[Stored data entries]
========
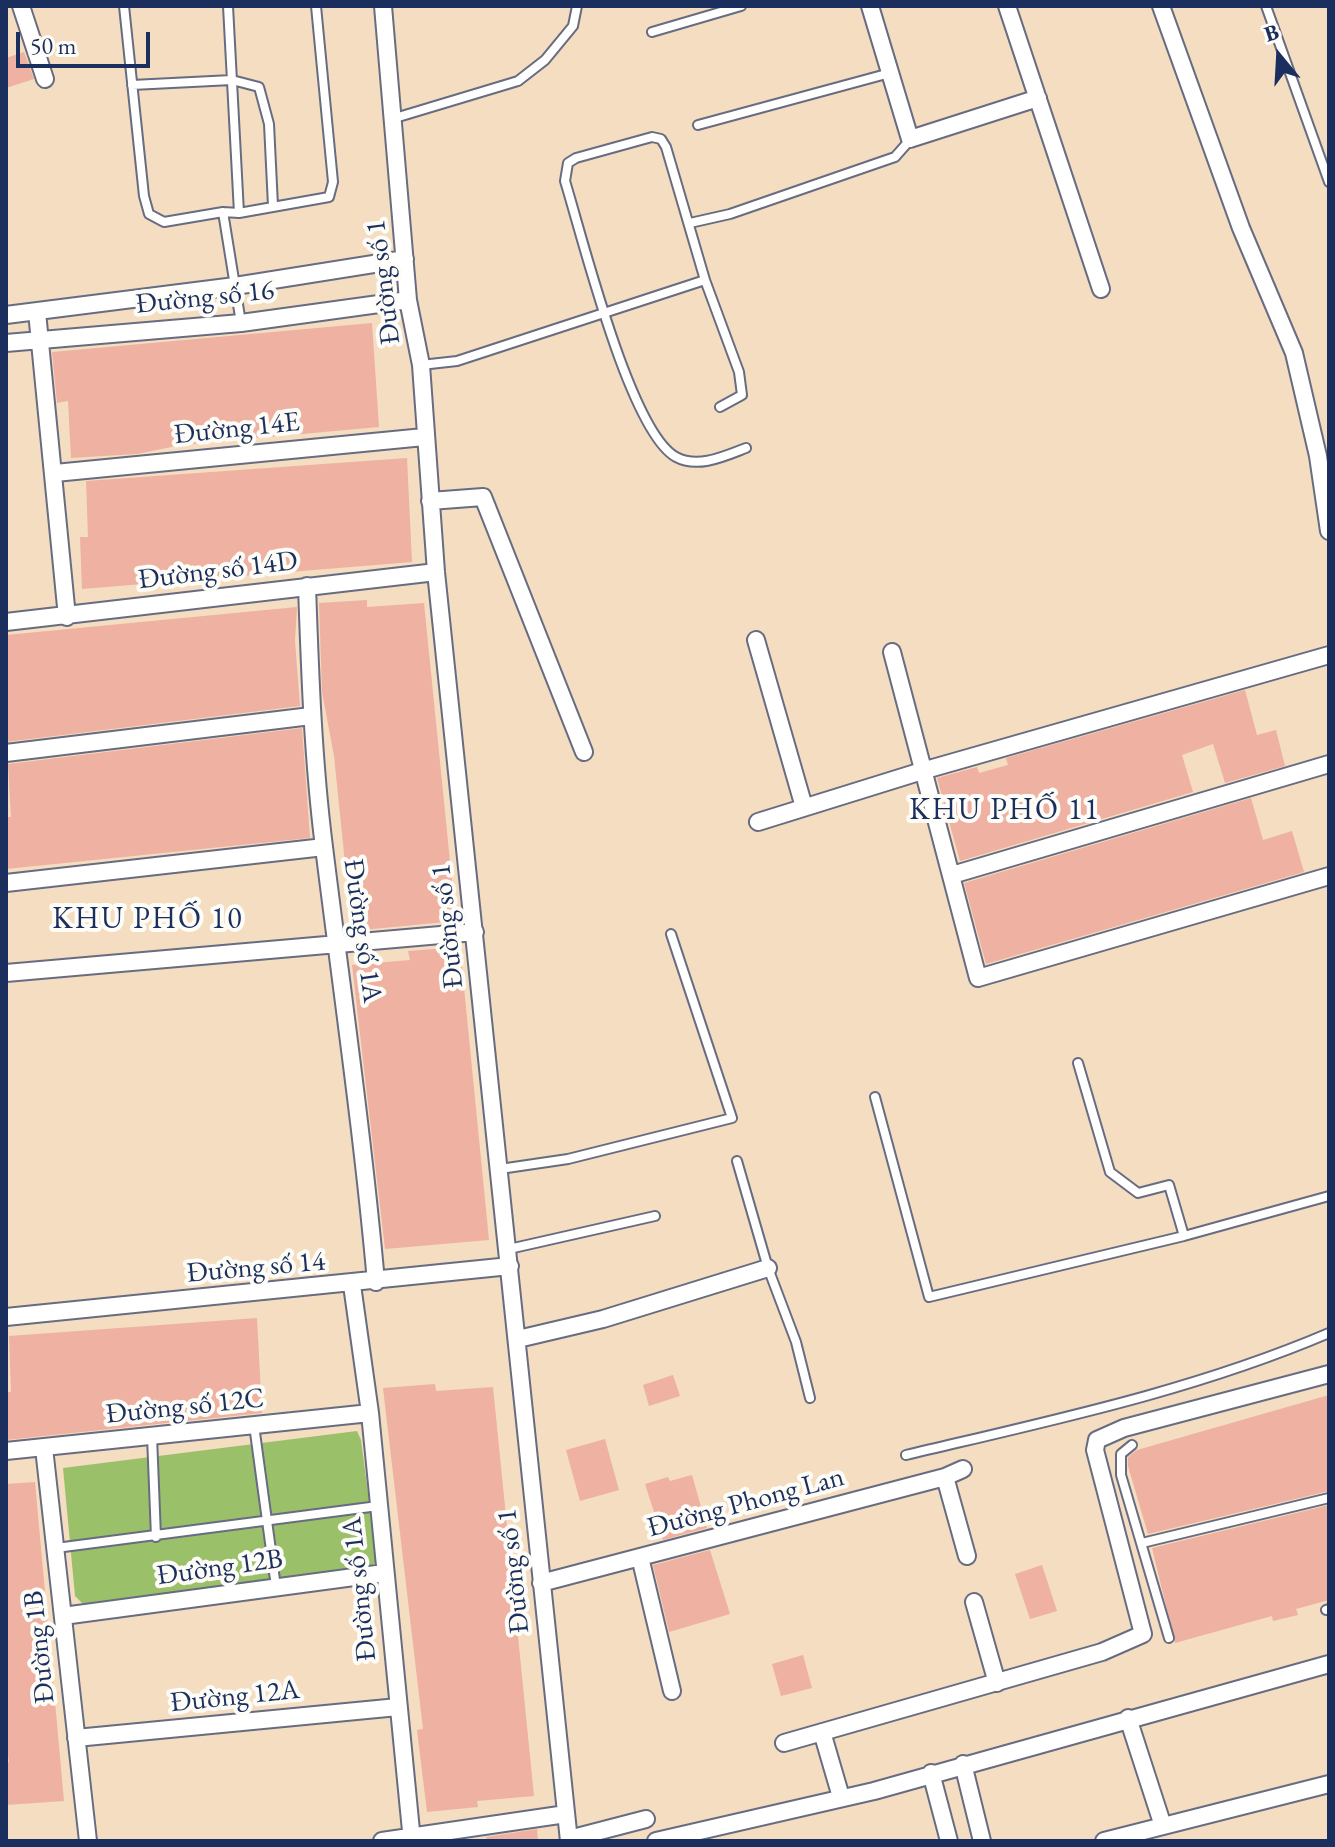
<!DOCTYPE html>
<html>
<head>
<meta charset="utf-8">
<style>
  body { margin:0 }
  #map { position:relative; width:1335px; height:1847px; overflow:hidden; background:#f4ddc0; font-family:"EB Garamond",serif }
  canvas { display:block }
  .frame { position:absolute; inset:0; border:8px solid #1b2f5e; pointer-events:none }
  .north { position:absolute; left:1239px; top:16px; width:80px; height:80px; -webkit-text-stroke:6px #fdfcf7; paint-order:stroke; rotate:342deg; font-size:22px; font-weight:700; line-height:32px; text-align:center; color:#1b2f5e }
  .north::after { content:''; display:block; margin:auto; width:28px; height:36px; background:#1b2f5e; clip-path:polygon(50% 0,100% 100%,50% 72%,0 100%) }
  .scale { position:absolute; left:16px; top:32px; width:134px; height:36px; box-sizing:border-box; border:4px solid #1b2f5e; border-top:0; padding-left:10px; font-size:24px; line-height:28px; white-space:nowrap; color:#1b2f5e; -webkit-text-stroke:6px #fdfcf7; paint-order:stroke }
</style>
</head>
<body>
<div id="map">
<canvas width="1335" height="1847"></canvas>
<div class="frame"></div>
<div class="north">B</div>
<div class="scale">50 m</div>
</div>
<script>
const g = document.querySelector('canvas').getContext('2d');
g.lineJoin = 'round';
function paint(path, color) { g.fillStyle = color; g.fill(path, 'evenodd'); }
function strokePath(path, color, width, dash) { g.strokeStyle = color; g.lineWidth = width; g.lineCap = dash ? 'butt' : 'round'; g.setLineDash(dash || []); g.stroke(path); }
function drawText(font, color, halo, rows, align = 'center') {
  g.font = font + ' "EB Garamond",serif'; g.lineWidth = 8; g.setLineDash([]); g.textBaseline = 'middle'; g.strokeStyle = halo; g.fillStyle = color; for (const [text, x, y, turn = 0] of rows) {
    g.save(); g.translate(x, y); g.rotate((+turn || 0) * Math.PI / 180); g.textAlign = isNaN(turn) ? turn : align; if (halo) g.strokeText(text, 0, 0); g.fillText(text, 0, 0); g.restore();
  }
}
const green = new Path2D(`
  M357 1431 361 1440 377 1562 364 1569 83 1604 75 1596 63 1468Z`);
const building = new Path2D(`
  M24 52 34 79 6 88V58Z
  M372 323 379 427 181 445 137 454 71 458 68 401 57 403 52 352Z
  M407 458 412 562 82 589 80 537H88L86 481Z
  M367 600V607L424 603 456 921 352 931 334 756 322 692 319 603Z
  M297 607 295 641 300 706 6 742V635Z
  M1245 690 1257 735 1276 730 1285 766 1225 783 1213 744 1182 755 1193 792 960 861 937 778 977 767 979 773 1008 765 1006 758Z
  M302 728 310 838 6 869V817H11L8 764Z
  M1251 798 1263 840 1292 831 1304 872 986 964 964 883Z
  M460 947 489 1240 385 1249 352 965 410 960 408 951Z
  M257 1318 262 1413 6 1440V1392H11L9 1336Z
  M673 1375 680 1396 649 1406 643 1385Z
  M435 1384 436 1391 493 1387 534 1796 477 1801 478 1807 427 1812 417 1730 423 1729 383 1388Z
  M1329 1395V1491L1148 1534 1128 1466V1457L1137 1450Z
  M605 1439 619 1490 580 1501 566 1450Z
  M692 1475 707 1528 663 1540 645 1484 668 1477 670 1481Z
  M35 1482 64 1801 6 1805V1762H9L6 1742V1484Z
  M1329 1505V1600L1296 1609 1298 1615 1273 1621 1272 1616 1175 1643 1152 1548Z
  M710 1550 730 1614 669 1632 653 1565Z
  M1042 1565 1057 1611 1030 1619 1015 1574Z
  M803 1655 812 1688 781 1696 772 1664Z
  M537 1829 538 1841H487L486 1837Z`);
const lane = new Path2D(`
  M124 6 144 196 149 214 164 222 223 212
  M228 6 239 213 223 212 241 323
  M1266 6 1329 182
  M652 32 741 6
  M132 85 232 80 259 87 269 124 273 206
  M395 118 518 81 545 60 573 26 577 6
  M698 125 890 73
  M239 213 329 197 333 182 316 6
  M690 223 730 214 895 157 910 140
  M421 365 457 361 705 280
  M720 407 742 395 739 372 705 280 666 147 661 139 652 137 576 158 568 163 565 181C582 236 630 432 676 457 698 469 725 456 746 448
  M1078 1063 1110 1172 1138 1193 1169 1185 1184 1236
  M875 1097 929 1297 1184 1236 1329 1196
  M737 1161 768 1268 796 1342 810 1398
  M500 1169 568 1159 732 1118 671 934
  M509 1249 655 1216
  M254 1425 276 1587
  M152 1436 156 1537
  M1132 1445 1121 1454V1475L1169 1638
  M906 1455C1049 1421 1193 1391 1329 1333
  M1142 1543 1329 1498
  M56 1548 378 1506
  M1326 1610 1329 1609`);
const street = new Path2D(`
  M21 6 45 79
  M383 6 408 300 421 365 436 572 569 1841
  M870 6 910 139 1038 98
  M1007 6 1101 289
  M1161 6 1241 228 1294 353 1318 456 1329 531
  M37 312 67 617
  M6 315 235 286 405 259
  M6 343 241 323 408 300
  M55 473 424 437
  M430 501 483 497 584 752
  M307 586C310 673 313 760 324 847 342 992 363 1136 376 1282
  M6 622 436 572
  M756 640 804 807
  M892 652 978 978 1329 876
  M6 753 311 716
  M758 822 922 771 1329 655
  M952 875 1329 764
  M6 883 324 847
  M6 973 475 932
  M352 1285 370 1413 412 1841
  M6 1317 510 1266
  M518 1339 603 1319 768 1268
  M44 1448 88 1841
  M6 1451 370 1413
  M945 1477 967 1556
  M640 1557 672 1691
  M541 1583 945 1477 963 1469
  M974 1602 997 1683
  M63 1616 384 1573
  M1128 1718 1163 1826
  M822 1732 841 1797
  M76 1738 398 1707
  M784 1743 1102 1652 1143 1634 1095 1450 1097 1440 1124 1428 1329 1374
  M963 1764 982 1841
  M931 1773 949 1841
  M569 1839 646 1819
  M382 1841 566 1814
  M656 1841 874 1791 1329 1664
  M1104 1841 1329 1784`);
const streetNames = [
  ["Đường số 1",384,282,-97],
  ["Đường số 16",205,298,-6],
  ["Đường 14E",237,429,-6],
  ["Đường số 14D",218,571,-7],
  ["Đường số 1",448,926,-96],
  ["Đường số 1A",362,931,82],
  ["Đường số 14",256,1268,-5],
  ["Đường số 12C",185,1407,-6],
  ["Đường Phong Lan",746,1503,-15],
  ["Đường 12B",220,1568,-8],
  ["Đường số 1",514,1571,-96],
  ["Đường số 1A",360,1589,-96],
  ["Đường 1B",40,1647,-96],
  ["Đường 12A",235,1697,-6]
];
const neighbourhoodNames = [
  ["KHU PHỐ 11",1005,811],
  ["KHU PHỐ 10",148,920]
];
paint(green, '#9bc06a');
paint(building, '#eeb1a2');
strokePath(lane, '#676c80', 12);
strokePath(street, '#676c80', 20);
strokePath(lane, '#fff', 8);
strokePath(street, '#fff', 16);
drawText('28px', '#1b2f5e', '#fdfcf7', streetNames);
g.letterSpacing = '2px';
drawText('30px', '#1b2f5e', '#fdfcf7', neighbourhoodNames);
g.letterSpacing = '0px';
</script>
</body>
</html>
========
Look through the entries above. Extract each line with the word "turn".

  g.font = font + ' "EB Garamond",serif'; g.lineWidth = 8; g.setLineDash([]); g.textBaseline = 'middle'; g.strokeStyle = halo; g.fillStyle = color; for (const [text, x, y, turn = 0] of rows) {
    g.save(); g.translate(x, y); g.rotate((+turn || 0) * Math.PI / 180); g.textAlign = isNaN(turn) ? turn : align; if (halo) g.strokeText(text, 0, 0); g.fillText(text, 0, 0); g.restore();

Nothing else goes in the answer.